• [TASK OBJECTIVE]
Pictures stay out of this copy; please retype only the lines from the start of the records through the line with "filter:drop-shadow(2px 0 #c0b7af)".

= = =

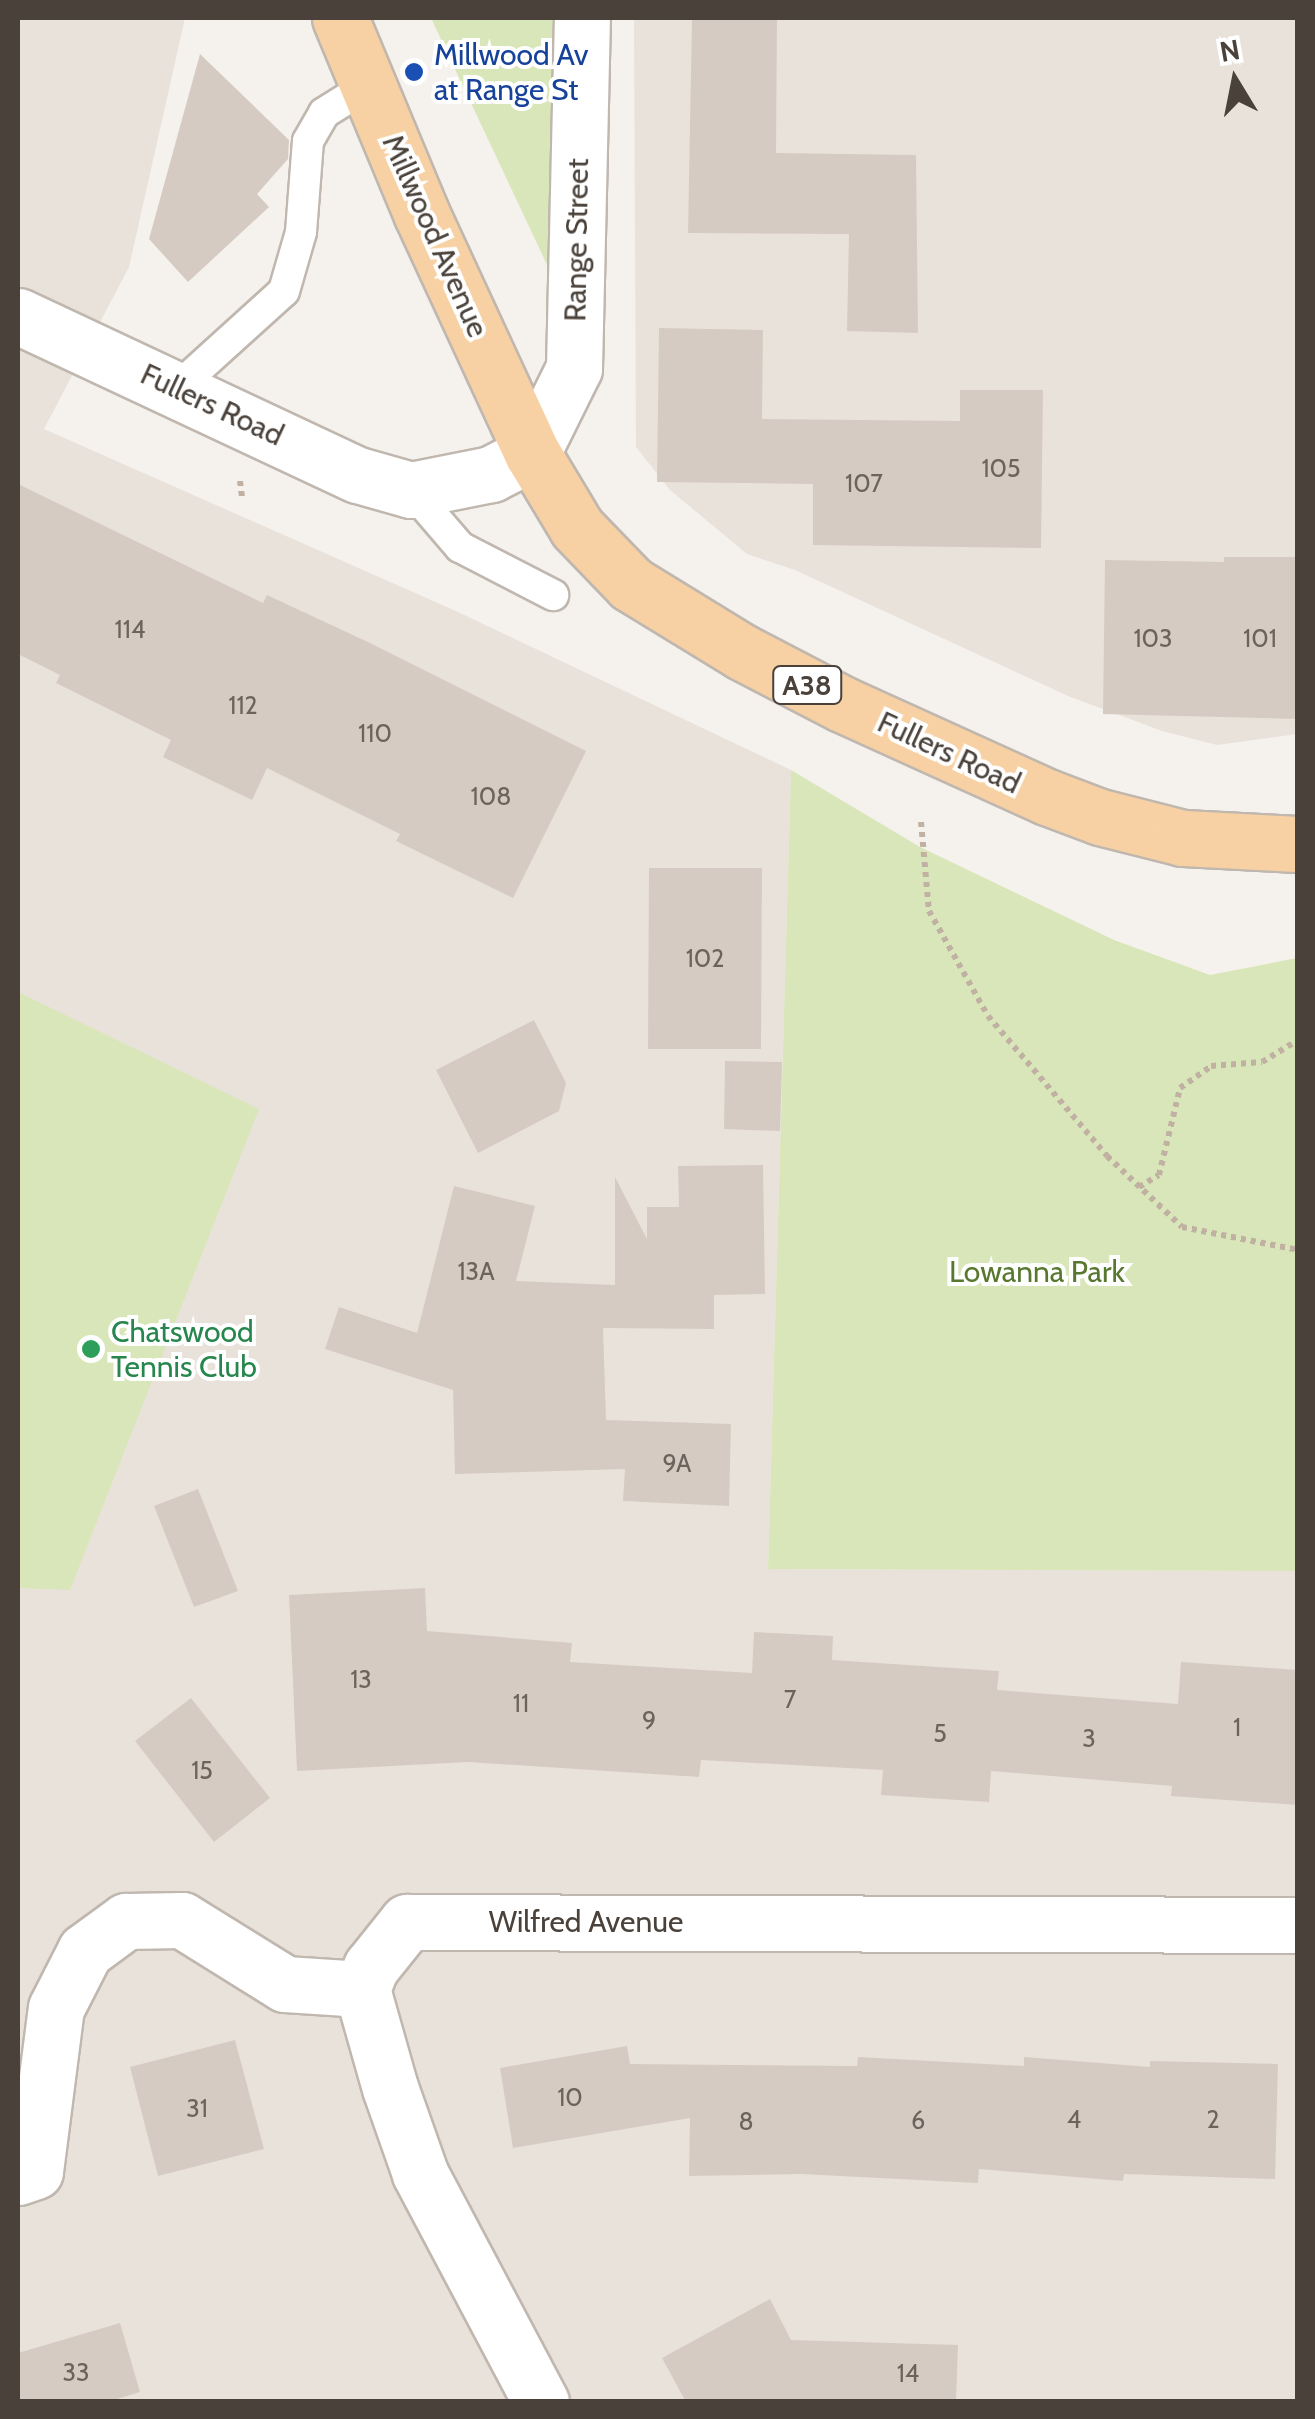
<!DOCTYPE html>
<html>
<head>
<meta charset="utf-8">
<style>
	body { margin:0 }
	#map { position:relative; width:1315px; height:2419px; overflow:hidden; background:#f5f1ed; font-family:Cabin,sans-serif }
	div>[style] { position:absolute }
	.residential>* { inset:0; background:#e9e2db }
	.green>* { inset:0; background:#d9e6b9 }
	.building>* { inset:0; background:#d6cbc3 }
	.path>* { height:6px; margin-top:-3px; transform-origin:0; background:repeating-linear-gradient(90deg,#c1b1a2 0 5px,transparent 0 10px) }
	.roads { filter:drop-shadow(2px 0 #c0b7af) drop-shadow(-2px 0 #c0b7af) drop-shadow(0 2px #c0b7af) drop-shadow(0 -2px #c0b7af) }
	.lane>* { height:30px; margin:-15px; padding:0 15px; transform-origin:15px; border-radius:15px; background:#fff }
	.street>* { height:55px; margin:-27.5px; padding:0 27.5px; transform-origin:27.5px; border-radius:27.5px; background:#fff }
	.primary>* { height:55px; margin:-27.5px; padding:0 27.5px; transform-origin:27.5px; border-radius:27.5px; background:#f7d1a3 }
	.dots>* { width:28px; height:28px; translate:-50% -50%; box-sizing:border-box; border:5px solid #fff; border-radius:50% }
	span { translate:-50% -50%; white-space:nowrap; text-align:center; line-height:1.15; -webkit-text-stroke:8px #fff; paint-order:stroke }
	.number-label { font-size:25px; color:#6c645c }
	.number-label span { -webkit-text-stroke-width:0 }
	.shield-label span { padding:2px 8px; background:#fff; border:2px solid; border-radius:8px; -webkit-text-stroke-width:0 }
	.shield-label { font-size:28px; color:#49413a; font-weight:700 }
	.transit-label { font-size:30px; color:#164399 }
	.left { translate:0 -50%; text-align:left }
	.street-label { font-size:30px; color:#49413a }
	.park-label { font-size:30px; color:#587830 }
	.leisure-label { font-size:30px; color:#27864d }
	.frame { position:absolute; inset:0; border:20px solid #49413a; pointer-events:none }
	.north { position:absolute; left:1185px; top:30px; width:100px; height:100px; -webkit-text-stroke:8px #fff; paint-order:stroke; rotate:350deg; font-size:28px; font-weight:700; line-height:40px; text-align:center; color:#49413a }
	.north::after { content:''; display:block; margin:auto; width:35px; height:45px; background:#49413a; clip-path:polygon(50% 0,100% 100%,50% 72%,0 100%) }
</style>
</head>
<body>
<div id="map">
	<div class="residential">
		<div style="clip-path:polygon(18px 18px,185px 18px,129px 267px,44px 429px,458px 612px,791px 770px,768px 1569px,1297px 1571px,1297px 2401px,18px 2401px)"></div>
		<div style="clip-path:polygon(634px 18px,1297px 18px,1297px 734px,1217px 745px,1162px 731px,1068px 696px,795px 570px,747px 554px,670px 490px,636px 447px)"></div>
	</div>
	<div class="green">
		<div style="clip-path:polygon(431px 18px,561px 18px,558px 288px)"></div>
		<div style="clip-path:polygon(791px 770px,920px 847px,1114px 940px,1210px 975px,1297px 958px,1297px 1571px,768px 1569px)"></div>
		<div style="clip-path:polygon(18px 992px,259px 1109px,70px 1590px,18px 1588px)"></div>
	</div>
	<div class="building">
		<div style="clip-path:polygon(692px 18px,777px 18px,776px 153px,916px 155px,918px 333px,847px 331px,849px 234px,688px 233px)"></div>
		<div style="clip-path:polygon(200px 54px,289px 140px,288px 159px,257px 194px,269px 207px,188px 282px,149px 239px)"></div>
		<div style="clip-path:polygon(659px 328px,763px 330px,762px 419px,960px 421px,960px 390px,1043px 390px,1041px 548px,813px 545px,813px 484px,657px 482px)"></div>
		<div style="clip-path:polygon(18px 484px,263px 603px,267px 595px,370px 643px,586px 751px,513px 898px,396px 841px,400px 834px,267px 768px,252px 800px,163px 757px,171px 740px,56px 683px,60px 675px,18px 654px)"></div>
		<div style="clip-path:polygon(1224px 557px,1298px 557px,1298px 719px,1103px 714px,1105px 560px,1224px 562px)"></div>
		<div style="clip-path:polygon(649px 868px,762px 868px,761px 1049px,648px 1049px)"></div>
		<div style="clip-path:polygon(534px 1020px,566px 1083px,559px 1111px,478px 1153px,436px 1070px)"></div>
		<div style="clip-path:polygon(725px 1061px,782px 1062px,780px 1131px,724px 1129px)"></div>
		<div style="clip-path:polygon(763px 1165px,765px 1294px,714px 1295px,714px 1329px,603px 1328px,606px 1420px,731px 1424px,729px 1506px,623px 1501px,625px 1469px,455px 1474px,453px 1390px,325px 1349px,339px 1307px,417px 1333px,454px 1186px,535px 1206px,516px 1281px,615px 1285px,615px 1177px,647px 1239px,647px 1207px,679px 1207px,678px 1166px)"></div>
		<div style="clip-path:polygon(198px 1489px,238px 1591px,194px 1607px,154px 1506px)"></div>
		<div style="clip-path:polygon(425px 1588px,427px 1631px,572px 1643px,570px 1662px,752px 1673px,754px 1632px,833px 1636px,832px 1660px,999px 1671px,997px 1690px,1178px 1704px,1181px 1662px,1298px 1670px,1298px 1805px,1171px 1796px,1172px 1786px,991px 1771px,989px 1802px,881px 1795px,883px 1770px,701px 1760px,699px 1777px,468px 1762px,297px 1771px,289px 1595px)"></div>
		<div style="clip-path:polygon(191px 1698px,270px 1798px,214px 1842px,135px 1741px)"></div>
		<div style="clip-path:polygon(235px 2040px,264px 2149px,158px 2176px,130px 2067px)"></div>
		<div style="clip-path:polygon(627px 2046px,630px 2064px,857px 2066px,858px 2057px,1024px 2066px,1024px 2057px,1150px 2067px,1150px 2061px,1278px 2064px,1275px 2179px,1124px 2174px,1123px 2181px,979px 2169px,978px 2183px,801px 2174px,689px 2176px,690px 2118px,513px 2148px,500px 2068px)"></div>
		<div style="clip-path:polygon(770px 2299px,791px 2340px,958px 2345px,956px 2402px,686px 2402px,662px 2358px)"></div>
		<div style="clip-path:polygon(120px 2323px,140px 2392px,107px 2402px,18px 2402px,18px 2353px)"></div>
	</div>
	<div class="path">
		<div style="left:240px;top:481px;width:17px;rotate:83deg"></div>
		<div style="left:921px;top:822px;width:89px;rotate:84.9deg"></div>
		<div style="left:929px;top:911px;width:120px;rotate:60.7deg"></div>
		<div style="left:988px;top:1016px;width:184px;rotate:49.6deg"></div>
		<div style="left:1107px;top:1156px;width:103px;rotate:43.4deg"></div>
		<div style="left:1182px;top:1227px;width:118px;rotate:11.2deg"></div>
		<div style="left:1139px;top:1187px;width:23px;rotate:-31deg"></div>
		<div style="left:1159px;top:1175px;width:89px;rotate:-76.4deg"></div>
		<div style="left:1180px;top:1088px;width:38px;rotate:-35deg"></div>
		<div style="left:1211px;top:1066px;width:51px;rotate:-4.5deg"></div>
		<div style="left:1262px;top:1062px;width:42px;rotate:-31.4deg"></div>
	</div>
	<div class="roads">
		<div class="lane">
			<div style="left:177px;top:388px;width:144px;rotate:-42.2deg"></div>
			<div style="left:284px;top:291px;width:61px;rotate:-73.9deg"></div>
			<div style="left:301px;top:232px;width:91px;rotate:-85.6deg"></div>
			<div style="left:308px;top:141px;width:32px;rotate:-60deg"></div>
			<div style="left:324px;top:113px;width:53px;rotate:-31.9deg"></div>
			<div style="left:411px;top:490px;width:75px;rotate:49.3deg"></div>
			<div style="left:460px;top:547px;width:105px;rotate:27.3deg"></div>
		</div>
		<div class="street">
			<div style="left:18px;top:316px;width:375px;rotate:25.1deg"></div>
			<div style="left:358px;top:475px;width:55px;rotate:15.8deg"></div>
			<div style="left:411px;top:490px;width:82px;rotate:-11.3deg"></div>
			<div style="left:491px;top:474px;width:46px;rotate:-27.1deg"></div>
			<div style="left:532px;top:453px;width:95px;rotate:-63.7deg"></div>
			<div style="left:574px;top:368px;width:350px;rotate:-88.7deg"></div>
			<div style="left:18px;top:2177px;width:18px;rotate:-19deg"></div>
			<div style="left:35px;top:2171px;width:164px;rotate:-82.7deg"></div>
			<div style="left:56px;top:2008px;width:64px;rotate:-63deg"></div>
			<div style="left:85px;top:1951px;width:51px;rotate:-36.2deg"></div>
			<div style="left:126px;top:1921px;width:56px;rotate:-1deg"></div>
			<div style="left:182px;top:1920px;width:121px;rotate:31.9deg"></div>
			<div style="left:285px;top:1984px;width:77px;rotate:3.7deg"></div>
			<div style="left:541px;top:2402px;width:259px;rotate:-117.9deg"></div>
			<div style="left:420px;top:2173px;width:90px;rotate:-109.4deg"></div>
			<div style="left:390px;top:2088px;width:103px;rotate:-105.8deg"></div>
			<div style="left:362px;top:1989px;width:24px;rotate:-68deg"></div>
			<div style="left:371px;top:1967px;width:58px;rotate:-51.3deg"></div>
			<div style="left:407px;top:1922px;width:891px;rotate:0.19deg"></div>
		</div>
		<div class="primary">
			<div style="left:340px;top:18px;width:213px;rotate:67.4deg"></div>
			<div style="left:422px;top:215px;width:262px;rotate:65.2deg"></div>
			<div style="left:532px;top:453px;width:87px;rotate:59deg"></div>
			<div style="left:577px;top:528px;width:78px;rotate:46deg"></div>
			<div style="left:631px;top:584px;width:130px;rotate:31.5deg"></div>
			<div style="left:742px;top:652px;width:113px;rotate:27.5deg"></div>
			<div style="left:842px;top:704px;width:225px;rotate:24.4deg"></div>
			<div style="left:1047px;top:797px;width:57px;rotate:20.7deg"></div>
			<div style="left:1100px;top:817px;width:86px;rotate:14.2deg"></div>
			<div style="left:1183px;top:838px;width:115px;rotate:3deg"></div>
		</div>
	</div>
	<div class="dots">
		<div style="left:414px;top:72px;background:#1a4fb4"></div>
		<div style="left:91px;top:1349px;background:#2e9e5b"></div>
	</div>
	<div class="number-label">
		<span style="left:1001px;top:468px">105</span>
		<span style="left:864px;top:483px">107</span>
		<span style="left:130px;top:629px">114</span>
		<span style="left:1153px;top:638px">103</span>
		<span style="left:1260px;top:638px">101</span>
		<span style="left:243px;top:705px">112</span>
		<span style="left:375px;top:733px">110</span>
		<span style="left:491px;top:796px">108</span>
		<span style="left:705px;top:958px">102</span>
		<span style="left:476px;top:1271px">13A</span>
		<span style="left:677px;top:1463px">9A</span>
		<span style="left:361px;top:1679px">13</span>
		<span style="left:790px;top:1699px">7</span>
		<span style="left:521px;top:1703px">11</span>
		<span style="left:649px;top:1720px">9</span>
		<span style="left:1237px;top:1727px">1</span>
		<span style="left:940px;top:1733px">5</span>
		<span style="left:1089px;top:1738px">3</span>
		<span style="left:202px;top:1770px">15</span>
		<span style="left:570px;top:2097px">10</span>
		<span style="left:197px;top:2108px">31</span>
		<span style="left:1074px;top:2119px">4</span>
		<span style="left:1213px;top:2119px">2</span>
		<span style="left:918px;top:2120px">6</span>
		<span style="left:746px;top:2121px">8</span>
		<span style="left:76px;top:2372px">33</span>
		<span style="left:908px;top:2373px">14</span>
	</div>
	<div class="shield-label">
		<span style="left:807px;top:685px">A38</span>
	</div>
	<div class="transit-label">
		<span class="left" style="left:434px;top:72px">Millwood Av<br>at Range St</span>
	</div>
	<div class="street-label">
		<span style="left:435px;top:236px;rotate:66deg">Millwood Avenue</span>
		<span style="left:577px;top:240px;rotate:-89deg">Range Street</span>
		<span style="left:212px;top:405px;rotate:25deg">Fullers Road</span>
		<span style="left:949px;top:753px;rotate:25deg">Fullers Road</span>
		<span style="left:586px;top:1922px">Wilfred Avenue</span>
	</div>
	<div class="park-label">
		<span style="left:1037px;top:1272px">Lowanna Park</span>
	</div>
	<div class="leisure-label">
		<span class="left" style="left:111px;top:1349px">Chatswood<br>Tennis Club</span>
	</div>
	<div class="frame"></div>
	<div class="north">N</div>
</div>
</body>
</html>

= = =

• [TASK SOLUTION]
<!DOCTYPE html>
<html>
<head>
<meta charset="utf-8">
<style>
	body { margin:0 }
	#map { position:relative; width:1315px; height:2419px; overflow:hidden; background:#f5f1ed; font-family:Cabin,sans-serif }
	div>[style] { position:absolute }
	.residential>* { inset:0; background:#e9e2db }
	.green>* { inset:0; background:#d9e6b9 }
	.building>* { inset:0; background:#d6cbc3 }
	.path>* { height:6px; margin-top:-3px; transform-origin:0; background:repeating-linear-gradient(90deg,#c1b1a2 0 5px,transparent 0 10px) }
	.roads { filter:drop-shadow(2px 0 #c0b7af) drop-shadow(-2px 0 #c0b7af) drop-shadow(0 2px #c0b7af) drop-shadow(0 -2px #c0b7af) }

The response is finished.